### PROVIDED ENTRIES

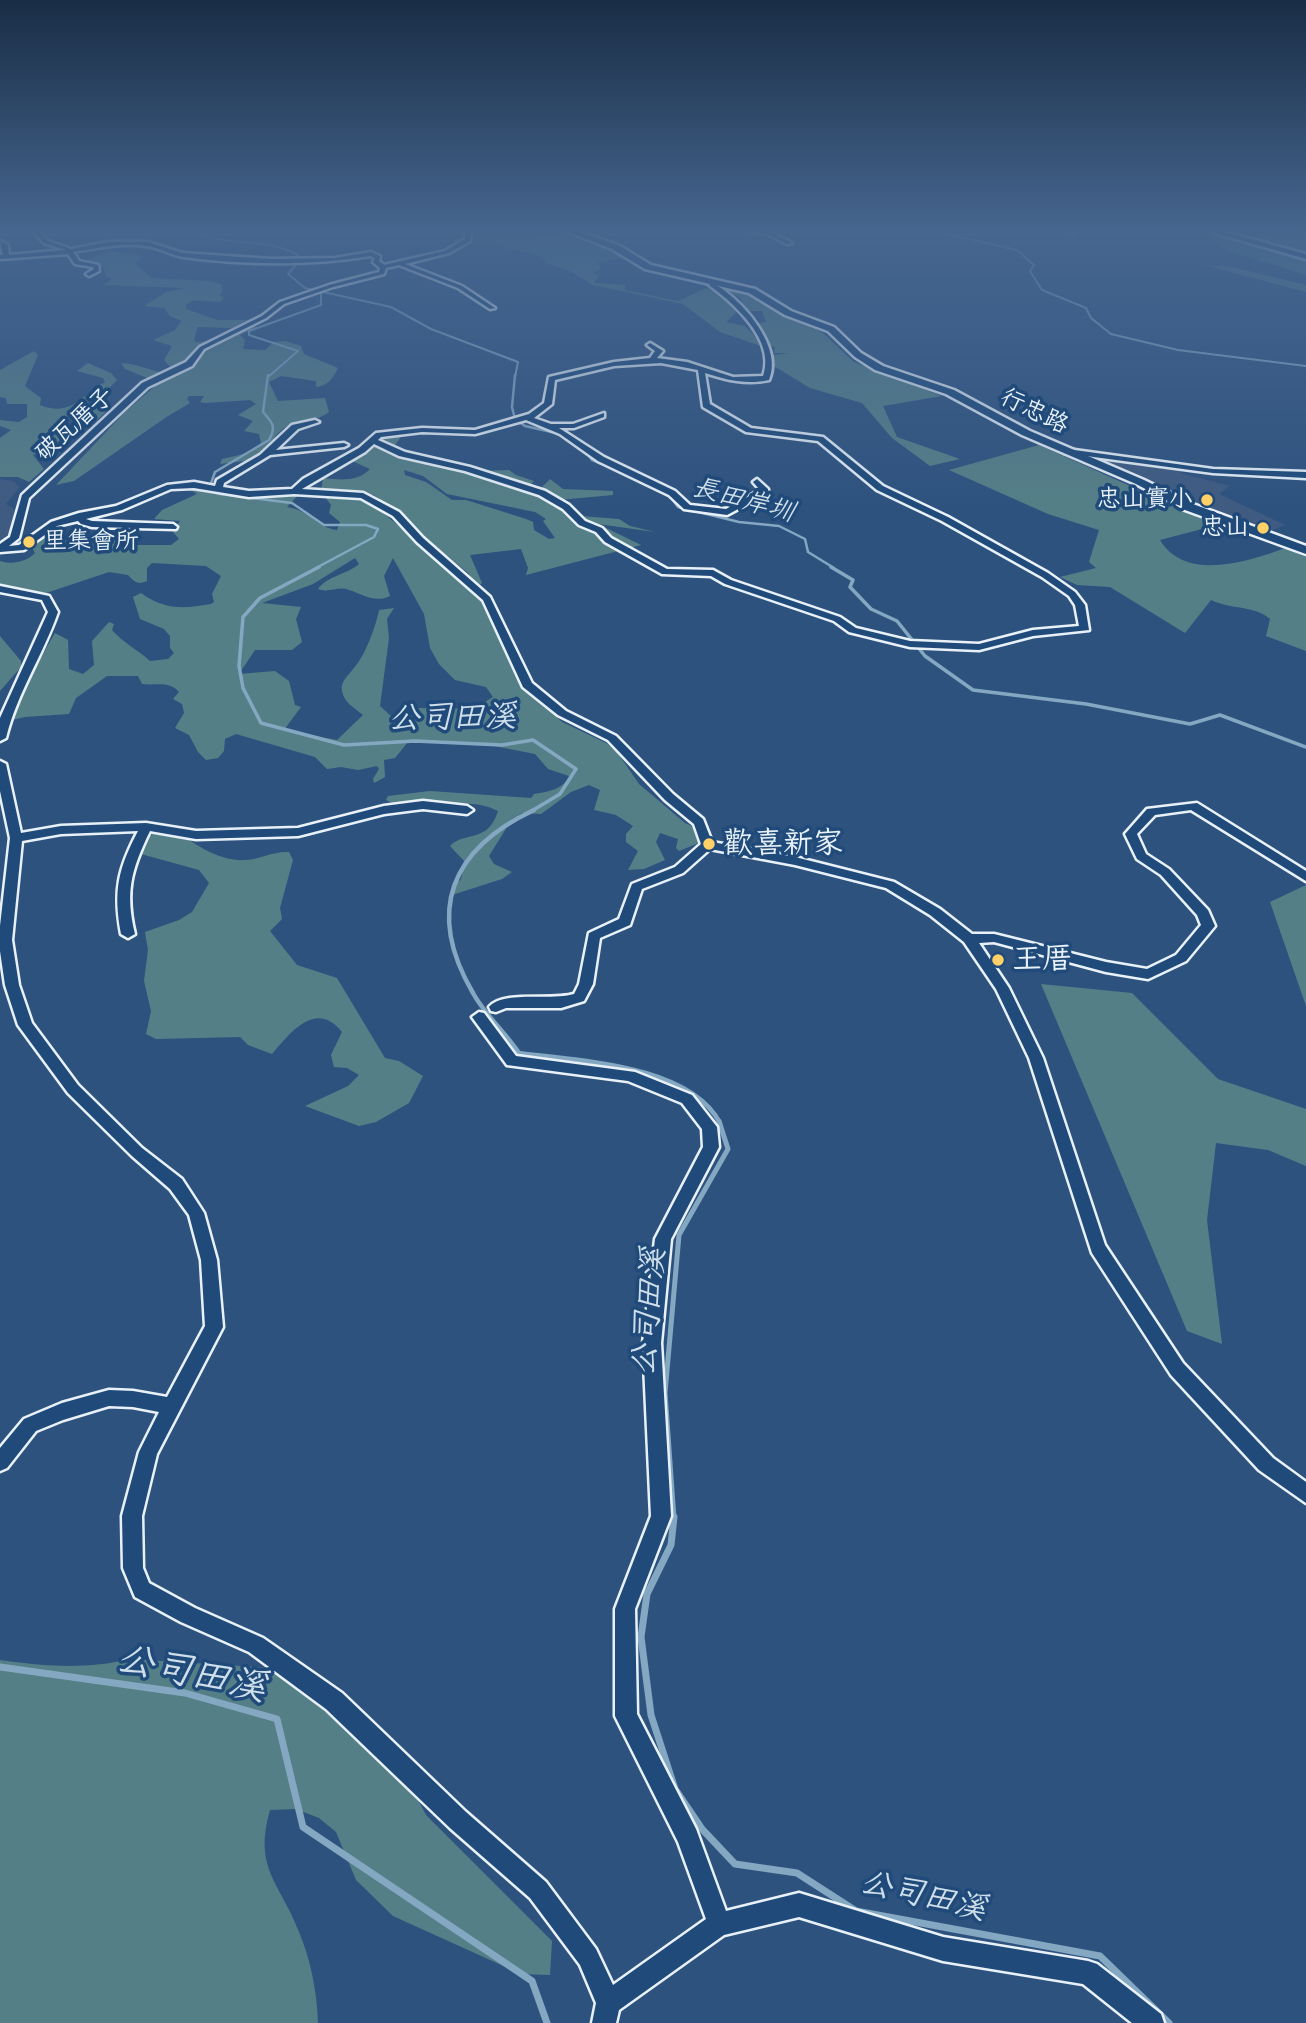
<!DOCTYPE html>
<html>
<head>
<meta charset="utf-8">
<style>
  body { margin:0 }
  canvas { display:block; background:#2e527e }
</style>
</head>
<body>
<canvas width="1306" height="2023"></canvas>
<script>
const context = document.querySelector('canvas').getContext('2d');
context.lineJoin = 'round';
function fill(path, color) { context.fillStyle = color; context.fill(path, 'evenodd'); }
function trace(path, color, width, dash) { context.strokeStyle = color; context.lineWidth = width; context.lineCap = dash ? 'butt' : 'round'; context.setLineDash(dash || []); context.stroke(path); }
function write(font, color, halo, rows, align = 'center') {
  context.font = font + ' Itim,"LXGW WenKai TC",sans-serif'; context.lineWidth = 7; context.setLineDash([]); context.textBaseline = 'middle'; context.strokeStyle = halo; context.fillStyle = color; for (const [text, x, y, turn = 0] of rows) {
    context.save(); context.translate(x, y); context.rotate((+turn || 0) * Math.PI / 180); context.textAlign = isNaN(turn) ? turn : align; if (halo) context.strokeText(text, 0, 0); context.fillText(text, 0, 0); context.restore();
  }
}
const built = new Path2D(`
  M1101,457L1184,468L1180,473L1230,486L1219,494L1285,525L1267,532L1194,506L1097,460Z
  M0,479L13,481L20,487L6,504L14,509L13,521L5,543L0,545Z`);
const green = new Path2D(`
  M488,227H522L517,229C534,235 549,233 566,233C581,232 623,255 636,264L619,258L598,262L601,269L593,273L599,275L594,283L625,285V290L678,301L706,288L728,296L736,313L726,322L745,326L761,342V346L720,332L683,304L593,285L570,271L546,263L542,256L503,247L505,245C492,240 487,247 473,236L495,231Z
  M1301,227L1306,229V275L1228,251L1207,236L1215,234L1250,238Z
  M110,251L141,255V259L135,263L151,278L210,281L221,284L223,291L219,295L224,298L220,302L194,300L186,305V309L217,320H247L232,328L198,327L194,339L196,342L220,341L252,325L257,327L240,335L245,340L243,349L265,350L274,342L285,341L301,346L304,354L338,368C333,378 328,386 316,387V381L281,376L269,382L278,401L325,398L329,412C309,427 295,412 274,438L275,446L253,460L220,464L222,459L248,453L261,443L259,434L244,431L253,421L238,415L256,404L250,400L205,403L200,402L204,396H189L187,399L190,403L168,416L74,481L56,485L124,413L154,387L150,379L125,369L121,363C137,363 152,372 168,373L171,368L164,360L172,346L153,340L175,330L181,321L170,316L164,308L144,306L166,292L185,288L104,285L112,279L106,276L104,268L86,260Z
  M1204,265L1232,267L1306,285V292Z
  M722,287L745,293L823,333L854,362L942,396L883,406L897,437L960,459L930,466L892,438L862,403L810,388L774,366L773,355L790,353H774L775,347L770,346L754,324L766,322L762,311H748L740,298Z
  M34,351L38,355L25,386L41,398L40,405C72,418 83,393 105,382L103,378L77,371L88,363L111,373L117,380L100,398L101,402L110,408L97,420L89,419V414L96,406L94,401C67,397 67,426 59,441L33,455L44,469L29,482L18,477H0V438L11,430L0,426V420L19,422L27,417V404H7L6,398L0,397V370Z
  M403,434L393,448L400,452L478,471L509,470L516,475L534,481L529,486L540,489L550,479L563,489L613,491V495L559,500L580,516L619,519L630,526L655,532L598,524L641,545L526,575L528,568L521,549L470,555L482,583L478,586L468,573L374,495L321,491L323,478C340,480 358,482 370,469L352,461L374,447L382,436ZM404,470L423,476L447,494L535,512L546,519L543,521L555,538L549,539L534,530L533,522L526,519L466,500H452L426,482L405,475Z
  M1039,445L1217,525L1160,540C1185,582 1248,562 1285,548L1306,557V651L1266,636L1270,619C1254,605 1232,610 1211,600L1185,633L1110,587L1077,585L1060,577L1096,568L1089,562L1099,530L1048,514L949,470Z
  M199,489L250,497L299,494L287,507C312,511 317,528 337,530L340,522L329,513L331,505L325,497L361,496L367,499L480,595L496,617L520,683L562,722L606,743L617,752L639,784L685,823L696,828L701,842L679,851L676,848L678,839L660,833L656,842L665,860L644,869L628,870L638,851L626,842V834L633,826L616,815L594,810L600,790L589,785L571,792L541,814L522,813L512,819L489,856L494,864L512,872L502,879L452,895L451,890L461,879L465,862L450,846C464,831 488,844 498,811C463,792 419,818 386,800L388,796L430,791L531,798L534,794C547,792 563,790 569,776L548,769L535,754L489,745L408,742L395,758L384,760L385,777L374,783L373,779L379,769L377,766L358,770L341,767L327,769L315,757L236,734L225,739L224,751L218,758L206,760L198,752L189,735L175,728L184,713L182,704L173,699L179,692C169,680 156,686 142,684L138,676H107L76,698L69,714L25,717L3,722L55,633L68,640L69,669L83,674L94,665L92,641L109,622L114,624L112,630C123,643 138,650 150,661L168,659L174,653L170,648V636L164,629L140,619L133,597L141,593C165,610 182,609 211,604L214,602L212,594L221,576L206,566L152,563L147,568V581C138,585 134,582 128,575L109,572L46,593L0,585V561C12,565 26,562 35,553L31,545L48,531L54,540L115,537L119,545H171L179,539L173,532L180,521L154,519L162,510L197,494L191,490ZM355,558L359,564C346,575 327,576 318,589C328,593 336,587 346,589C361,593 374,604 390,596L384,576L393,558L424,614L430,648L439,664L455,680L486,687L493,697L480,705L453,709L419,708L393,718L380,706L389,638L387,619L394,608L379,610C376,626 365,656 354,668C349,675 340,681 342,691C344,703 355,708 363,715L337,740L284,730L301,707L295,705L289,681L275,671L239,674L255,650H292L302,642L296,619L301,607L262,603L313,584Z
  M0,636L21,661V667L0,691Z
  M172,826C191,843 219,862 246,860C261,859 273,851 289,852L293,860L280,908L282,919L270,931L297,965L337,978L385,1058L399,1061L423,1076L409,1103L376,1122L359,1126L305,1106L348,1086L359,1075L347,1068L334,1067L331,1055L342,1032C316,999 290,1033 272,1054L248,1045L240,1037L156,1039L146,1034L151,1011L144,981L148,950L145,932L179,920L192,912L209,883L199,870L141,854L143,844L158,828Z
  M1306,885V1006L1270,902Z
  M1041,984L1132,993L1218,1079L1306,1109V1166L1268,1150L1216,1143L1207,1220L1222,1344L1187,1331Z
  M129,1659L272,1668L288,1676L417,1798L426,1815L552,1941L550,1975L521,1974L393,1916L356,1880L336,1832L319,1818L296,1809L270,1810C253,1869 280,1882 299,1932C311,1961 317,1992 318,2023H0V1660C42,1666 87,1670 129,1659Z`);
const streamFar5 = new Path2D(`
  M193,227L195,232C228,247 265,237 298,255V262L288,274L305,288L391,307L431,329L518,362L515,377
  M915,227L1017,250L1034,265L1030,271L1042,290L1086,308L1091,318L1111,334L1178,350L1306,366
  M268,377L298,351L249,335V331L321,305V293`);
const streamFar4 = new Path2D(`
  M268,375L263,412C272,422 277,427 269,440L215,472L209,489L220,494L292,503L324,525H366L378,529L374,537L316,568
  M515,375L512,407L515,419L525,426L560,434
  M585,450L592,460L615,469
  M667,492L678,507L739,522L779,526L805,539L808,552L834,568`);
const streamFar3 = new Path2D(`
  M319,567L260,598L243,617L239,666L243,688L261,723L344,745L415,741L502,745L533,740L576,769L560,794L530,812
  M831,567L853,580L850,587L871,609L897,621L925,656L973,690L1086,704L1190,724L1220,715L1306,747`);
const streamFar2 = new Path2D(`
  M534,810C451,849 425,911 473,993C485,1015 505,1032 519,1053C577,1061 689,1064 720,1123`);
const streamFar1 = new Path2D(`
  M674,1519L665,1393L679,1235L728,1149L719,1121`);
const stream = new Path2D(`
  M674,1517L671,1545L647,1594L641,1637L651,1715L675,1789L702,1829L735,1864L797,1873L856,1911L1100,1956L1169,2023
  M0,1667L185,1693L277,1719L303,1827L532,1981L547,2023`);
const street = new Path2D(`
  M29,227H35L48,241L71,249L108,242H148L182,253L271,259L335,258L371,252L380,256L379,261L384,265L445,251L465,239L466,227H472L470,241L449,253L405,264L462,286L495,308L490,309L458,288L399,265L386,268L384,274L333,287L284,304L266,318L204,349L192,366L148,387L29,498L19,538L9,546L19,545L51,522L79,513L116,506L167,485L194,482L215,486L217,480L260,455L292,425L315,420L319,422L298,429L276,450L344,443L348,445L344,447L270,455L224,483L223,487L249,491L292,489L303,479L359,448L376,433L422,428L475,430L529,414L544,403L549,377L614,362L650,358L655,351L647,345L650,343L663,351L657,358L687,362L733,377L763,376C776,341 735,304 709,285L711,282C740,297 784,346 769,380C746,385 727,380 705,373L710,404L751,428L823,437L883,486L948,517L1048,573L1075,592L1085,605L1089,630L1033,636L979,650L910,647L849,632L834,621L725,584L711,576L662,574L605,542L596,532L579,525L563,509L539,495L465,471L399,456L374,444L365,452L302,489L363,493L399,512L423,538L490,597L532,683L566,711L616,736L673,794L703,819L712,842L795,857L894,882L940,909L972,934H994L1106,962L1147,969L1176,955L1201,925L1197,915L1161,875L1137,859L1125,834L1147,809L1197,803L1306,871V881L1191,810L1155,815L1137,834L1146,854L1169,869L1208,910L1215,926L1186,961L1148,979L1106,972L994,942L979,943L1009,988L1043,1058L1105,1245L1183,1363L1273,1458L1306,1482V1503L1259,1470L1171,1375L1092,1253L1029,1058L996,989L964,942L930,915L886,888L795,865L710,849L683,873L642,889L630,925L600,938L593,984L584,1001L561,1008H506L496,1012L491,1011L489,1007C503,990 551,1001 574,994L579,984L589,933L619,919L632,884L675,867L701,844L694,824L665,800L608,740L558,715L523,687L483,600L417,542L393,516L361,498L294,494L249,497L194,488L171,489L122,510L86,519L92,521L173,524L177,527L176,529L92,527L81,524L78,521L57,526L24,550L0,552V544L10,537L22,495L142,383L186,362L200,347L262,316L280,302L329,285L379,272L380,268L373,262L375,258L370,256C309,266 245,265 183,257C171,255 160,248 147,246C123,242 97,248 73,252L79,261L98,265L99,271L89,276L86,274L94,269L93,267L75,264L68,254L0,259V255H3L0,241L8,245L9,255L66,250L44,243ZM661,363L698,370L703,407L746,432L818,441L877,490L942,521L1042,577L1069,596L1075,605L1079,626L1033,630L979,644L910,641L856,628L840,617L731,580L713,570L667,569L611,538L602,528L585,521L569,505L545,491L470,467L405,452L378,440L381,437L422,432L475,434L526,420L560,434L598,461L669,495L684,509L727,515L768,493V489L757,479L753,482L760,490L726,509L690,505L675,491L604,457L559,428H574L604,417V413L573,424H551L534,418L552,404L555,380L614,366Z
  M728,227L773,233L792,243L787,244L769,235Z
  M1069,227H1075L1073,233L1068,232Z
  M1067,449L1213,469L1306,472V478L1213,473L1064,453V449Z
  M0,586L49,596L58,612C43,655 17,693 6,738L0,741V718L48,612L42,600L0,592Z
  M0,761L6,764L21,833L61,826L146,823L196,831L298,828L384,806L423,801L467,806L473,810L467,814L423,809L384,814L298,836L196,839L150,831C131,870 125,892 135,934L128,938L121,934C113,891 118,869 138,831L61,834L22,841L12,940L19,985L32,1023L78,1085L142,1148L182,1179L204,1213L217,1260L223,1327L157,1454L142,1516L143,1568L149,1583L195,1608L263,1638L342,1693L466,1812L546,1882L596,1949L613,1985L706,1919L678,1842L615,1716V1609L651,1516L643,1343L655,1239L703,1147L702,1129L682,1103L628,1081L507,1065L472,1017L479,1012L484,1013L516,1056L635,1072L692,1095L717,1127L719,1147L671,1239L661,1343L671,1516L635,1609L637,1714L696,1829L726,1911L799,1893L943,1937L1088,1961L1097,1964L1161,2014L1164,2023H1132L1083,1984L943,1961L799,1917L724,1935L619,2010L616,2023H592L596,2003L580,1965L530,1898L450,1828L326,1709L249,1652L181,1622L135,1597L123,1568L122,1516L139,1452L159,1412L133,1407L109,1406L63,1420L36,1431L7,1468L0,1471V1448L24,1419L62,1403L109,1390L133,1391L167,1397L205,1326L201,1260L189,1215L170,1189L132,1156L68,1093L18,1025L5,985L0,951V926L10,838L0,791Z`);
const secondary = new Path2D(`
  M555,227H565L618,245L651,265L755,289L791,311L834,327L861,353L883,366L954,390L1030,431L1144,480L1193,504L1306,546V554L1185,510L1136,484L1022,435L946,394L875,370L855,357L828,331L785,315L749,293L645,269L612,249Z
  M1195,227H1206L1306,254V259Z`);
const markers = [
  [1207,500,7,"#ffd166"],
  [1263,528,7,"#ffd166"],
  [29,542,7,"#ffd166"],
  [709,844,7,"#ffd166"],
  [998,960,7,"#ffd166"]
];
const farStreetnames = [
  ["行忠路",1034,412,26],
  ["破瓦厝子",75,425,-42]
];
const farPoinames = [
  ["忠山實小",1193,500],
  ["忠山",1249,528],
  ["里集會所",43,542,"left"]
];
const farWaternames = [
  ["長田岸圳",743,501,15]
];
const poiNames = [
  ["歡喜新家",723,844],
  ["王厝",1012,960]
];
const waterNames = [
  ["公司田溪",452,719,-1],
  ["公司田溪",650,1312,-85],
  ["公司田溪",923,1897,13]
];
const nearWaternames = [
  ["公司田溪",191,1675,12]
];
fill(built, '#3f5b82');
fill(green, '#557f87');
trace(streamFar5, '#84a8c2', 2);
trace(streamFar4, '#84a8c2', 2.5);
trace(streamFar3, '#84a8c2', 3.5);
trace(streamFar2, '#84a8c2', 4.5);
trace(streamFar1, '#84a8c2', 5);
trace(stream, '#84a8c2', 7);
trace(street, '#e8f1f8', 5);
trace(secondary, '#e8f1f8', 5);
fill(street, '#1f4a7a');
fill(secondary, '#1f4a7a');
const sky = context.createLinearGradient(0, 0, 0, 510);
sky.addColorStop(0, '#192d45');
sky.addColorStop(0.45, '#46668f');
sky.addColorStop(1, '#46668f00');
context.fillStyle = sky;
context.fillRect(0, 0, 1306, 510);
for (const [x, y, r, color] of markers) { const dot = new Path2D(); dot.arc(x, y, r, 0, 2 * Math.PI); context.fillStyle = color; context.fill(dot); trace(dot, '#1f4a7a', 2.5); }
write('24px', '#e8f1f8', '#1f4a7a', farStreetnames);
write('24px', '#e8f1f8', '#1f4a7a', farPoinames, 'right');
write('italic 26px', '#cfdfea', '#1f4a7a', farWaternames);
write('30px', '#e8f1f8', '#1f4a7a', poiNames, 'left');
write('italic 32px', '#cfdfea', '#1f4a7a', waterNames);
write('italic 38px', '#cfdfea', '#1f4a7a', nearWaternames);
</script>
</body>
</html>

######

If a line above holds the string "lineWidth", copy it out.

function trace(path, color, width, dash) { context.strokeStyle = color; context.lineWidth = width; context.lineCap = dash ? 'butt' : 'round'; context.setLineDash(dash || []); context.stroke(path); }
  context.font = font + ' Itim,"LXGW WenKai TC",sans-serif'; context.lineWidth = 7; context.setLineDash([]); context.textBaseline = 'middle'; context.strokeStyle = halo; context.fillStyle = color; for (const [text, x, y, turn = 0] of rows) {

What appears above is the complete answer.